*** Opening Provided material ***

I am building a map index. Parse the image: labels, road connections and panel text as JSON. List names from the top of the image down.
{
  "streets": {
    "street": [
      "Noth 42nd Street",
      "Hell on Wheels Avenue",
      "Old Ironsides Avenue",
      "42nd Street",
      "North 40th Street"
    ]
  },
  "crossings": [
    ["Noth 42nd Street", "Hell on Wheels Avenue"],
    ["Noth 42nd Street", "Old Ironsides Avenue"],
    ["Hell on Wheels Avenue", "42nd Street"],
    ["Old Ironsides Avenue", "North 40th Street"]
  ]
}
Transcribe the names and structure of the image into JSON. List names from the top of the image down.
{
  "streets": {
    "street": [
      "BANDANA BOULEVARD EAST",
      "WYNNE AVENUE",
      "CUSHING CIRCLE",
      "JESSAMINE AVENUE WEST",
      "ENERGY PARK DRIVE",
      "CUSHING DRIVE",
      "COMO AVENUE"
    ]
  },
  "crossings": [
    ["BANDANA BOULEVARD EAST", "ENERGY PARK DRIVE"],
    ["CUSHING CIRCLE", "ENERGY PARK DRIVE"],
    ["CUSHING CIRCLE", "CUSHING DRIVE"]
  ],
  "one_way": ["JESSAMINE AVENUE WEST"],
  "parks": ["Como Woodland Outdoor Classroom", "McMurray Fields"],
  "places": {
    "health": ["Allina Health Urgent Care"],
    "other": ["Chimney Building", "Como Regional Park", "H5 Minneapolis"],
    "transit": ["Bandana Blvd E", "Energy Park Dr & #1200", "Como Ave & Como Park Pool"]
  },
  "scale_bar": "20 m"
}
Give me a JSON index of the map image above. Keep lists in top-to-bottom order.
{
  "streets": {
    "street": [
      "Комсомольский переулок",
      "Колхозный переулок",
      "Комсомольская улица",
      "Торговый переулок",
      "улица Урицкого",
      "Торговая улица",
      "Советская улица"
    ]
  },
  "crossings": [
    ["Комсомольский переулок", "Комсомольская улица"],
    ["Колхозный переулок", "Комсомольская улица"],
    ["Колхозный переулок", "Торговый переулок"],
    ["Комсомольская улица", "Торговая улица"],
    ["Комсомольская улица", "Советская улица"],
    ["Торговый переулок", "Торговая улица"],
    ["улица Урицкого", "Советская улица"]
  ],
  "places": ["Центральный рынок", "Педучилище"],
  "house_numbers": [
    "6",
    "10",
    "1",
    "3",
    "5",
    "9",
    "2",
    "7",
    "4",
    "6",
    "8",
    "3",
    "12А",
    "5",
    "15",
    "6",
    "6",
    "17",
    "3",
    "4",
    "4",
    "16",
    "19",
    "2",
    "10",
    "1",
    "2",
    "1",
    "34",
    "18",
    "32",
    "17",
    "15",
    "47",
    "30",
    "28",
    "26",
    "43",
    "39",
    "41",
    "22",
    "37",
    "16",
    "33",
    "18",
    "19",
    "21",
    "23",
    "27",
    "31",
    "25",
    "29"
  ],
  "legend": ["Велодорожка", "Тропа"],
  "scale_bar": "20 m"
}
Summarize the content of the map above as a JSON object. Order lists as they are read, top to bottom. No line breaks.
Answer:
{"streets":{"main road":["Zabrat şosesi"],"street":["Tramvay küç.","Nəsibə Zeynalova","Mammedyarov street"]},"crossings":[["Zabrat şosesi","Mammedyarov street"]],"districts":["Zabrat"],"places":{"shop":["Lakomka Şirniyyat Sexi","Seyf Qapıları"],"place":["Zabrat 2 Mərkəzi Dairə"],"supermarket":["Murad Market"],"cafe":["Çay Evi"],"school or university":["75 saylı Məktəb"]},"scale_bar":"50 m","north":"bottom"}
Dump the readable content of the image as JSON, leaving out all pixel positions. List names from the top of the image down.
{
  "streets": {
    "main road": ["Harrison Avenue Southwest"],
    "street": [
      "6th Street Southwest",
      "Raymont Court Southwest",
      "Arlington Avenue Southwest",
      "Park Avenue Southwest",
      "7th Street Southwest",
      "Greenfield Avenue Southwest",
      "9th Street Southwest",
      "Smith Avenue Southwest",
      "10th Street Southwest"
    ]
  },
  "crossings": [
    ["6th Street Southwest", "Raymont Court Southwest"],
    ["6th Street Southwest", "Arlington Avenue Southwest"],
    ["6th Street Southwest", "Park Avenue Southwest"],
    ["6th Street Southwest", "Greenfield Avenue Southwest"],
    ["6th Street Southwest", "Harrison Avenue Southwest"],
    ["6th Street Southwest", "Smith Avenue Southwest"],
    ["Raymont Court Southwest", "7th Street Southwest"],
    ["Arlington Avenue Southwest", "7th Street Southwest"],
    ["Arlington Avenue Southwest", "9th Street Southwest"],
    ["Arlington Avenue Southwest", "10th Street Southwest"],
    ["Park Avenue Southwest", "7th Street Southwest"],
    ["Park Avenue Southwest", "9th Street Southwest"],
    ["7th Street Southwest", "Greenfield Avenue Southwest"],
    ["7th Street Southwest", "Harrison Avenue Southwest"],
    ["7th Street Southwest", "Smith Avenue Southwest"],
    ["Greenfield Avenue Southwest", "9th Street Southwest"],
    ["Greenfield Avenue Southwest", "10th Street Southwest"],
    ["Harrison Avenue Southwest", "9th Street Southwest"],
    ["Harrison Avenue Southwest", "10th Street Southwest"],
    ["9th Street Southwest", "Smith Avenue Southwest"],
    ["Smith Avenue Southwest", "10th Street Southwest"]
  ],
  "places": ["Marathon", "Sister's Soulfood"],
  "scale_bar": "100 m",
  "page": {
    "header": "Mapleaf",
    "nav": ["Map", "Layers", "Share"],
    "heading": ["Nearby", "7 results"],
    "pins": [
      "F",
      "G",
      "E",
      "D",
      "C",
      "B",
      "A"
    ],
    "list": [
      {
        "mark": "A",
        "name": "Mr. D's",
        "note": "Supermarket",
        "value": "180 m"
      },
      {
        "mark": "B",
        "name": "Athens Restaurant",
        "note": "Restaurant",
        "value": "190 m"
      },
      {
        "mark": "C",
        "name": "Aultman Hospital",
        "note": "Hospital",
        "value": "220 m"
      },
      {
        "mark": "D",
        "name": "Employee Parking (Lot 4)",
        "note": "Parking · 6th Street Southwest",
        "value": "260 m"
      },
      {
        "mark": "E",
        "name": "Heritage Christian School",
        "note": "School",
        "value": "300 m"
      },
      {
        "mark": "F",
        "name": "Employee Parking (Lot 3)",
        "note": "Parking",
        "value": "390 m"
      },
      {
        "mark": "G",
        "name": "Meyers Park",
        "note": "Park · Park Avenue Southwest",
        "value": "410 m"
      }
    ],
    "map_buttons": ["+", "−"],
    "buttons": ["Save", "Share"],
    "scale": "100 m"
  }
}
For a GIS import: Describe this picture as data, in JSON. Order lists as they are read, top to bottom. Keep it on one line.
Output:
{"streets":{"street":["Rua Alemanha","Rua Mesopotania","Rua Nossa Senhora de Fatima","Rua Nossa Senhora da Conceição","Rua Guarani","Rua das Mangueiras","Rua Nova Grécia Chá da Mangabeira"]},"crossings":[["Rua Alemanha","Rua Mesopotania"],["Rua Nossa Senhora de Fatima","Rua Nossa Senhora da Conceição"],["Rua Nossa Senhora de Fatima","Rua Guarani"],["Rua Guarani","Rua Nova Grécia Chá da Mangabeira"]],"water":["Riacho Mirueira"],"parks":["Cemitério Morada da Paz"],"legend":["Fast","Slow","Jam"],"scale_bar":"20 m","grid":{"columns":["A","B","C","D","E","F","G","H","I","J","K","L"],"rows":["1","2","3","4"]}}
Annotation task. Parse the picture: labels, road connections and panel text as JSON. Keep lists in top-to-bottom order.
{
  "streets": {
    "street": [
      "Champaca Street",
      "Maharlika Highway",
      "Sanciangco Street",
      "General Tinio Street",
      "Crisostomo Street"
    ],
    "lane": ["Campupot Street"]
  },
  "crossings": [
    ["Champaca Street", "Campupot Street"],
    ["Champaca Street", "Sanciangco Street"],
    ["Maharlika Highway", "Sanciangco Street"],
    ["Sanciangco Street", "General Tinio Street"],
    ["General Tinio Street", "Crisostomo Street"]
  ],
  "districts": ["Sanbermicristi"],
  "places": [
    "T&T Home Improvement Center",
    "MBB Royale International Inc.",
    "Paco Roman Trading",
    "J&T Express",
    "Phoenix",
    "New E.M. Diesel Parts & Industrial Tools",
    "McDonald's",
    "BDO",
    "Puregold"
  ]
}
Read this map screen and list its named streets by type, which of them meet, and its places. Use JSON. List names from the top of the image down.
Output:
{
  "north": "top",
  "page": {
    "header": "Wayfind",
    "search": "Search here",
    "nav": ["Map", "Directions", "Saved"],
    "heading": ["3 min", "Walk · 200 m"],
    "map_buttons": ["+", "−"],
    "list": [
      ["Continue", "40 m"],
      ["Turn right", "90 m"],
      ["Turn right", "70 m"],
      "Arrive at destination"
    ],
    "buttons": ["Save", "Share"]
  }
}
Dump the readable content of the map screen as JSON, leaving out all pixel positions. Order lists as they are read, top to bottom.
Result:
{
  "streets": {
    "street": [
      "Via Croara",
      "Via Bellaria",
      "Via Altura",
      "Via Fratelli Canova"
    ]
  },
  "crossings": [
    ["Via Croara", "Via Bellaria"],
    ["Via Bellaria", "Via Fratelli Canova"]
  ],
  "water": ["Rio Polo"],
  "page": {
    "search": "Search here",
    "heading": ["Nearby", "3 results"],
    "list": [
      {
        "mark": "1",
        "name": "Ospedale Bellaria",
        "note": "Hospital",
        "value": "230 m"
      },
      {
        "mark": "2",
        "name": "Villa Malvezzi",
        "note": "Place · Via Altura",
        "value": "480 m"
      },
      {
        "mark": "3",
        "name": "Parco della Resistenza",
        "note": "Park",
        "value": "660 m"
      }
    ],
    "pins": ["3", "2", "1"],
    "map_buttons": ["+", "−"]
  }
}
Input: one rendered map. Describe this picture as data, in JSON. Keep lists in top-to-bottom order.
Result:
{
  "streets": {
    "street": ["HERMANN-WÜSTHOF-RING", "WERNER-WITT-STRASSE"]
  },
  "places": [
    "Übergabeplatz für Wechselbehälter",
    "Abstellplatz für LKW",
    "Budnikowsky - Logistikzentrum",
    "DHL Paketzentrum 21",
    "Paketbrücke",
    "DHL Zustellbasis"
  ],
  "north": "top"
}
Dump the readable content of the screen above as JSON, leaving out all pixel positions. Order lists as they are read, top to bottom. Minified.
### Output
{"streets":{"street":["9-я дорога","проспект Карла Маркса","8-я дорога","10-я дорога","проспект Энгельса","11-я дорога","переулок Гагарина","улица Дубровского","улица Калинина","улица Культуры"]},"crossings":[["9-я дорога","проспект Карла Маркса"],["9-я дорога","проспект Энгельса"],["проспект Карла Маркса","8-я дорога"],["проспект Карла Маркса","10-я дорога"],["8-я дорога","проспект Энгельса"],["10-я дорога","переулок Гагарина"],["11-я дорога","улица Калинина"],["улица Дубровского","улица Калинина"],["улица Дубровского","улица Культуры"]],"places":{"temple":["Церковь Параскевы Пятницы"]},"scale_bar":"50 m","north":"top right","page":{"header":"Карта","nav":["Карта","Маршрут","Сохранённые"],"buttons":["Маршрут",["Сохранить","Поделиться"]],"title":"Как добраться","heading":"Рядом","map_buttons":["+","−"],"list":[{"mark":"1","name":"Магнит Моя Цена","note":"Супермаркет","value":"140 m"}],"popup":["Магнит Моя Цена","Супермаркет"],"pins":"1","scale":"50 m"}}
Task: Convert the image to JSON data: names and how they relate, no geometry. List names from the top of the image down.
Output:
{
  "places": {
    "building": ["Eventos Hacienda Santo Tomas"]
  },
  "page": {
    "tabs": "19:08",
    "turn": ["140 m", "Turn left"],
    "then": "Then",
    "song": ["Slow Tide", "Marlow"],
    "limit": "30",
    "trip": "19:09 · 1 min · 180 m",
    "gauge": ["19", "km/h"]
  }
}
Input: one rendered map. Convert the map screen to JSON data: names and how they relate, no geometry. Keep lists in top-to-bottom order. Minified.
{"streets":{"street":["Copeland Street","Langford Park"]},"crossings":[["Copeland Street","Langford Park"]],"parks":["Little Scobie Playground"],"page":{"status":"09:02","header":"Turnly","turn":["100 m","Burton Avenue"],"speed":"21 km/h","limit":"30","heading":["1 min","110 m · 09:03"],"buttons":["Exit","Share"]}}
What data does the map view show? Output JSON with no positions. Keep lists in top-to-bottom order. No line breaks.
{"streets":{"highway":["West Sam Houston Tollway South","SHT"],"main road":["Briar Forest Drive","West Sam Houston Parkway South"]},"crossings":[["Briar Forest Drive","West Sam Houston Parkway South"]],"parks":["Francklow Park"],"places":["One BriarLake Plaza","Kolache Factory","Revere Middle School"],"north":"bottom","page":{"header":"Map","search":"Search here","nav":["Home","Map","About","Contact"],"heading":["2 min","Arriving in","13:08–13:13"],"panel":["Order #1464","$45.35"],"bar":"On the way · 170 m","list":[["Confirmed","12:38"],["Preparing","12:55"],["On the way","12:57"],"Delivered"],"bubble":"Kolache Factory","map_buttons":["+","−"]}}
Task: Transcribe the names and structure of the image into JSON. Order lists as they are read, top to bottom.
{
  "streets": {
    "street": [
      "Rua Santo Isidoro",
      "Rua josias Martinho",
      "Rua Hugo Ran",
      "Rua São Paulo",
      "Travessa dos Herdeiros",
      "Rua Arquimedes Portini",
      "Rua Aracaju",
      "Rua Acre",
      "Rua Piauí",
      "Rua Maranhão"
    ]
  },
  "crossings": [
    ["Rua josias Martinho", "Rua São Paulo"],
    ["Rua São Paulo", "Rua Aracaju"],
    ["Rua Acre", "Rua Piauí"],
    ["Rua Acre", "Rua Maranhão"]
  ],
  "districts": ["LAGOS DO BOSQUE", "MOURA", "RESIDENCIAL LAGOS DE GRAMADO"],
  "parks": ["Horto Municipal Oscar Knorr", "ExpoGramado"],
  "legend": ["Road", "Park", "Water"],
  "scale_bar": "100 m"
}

*** Closing Provided material ***

Problem description
Looking at the data above, show all lines where the word "улица" occurs.

Solution for this exercise
      "Комсомольская улица",
      "улица Урицкого",
      "Торговая улица",
      "Советская улица"
    ["Комсомольский переулок", "Комсомольская улица"],
    ["Колхозный переулок", "Комсомольская улица"],
    ["Комсомольская улица", "Торговая улица"],
    ["Комсомольская улица", "Советская улица"],
    ["Торговый переулок", "Торговая улица"],
    ["улица Урицкого", "Советская улица"]
{"streets":{"street":["9-я дорога","проспект Карла Маркса","8-я дорога","10-я дорога","проспект Энгельса","11-я дорога","переулок Гагарина","улица Дубровского","улица Калинина","улица Культуры"]},"crossings":[["9-я дорога","проспект Карла Маркса"],["9-я дорога","проспект Энгельса"],["проспект Карла Маркса","8-я дорога"],["проспект Карла Маркса","10-я дорога"],["8-я дорога","проспект Энгельса"],["10-я дорога","переулок Гагарина"],["11-я дорога","улица Калинина"],["улица Дубровского","улица Калинина"],["улица Дубровского","улица Культуры"]],"places":{"temple":["Церковь Параскевы Пятницы"]},"scale_bar":"50 m","north":"top right","page":{"header":"Карта","nav":["Карта","Маршрут","Сохранённые"],"buttons":["Маршрут",["Сохранить","Поделиться"]],"title":"Как добраться","heading":"Рядом","map_buttons":["+","−"],"list":[{"mark":"1","name":"Магнит Моя Цена","note":"Супермаркет","value":"140 m"}],"popup":["Магнит Моя Цена","Супермаркет"],"pins":"1","scale":"50 m"}}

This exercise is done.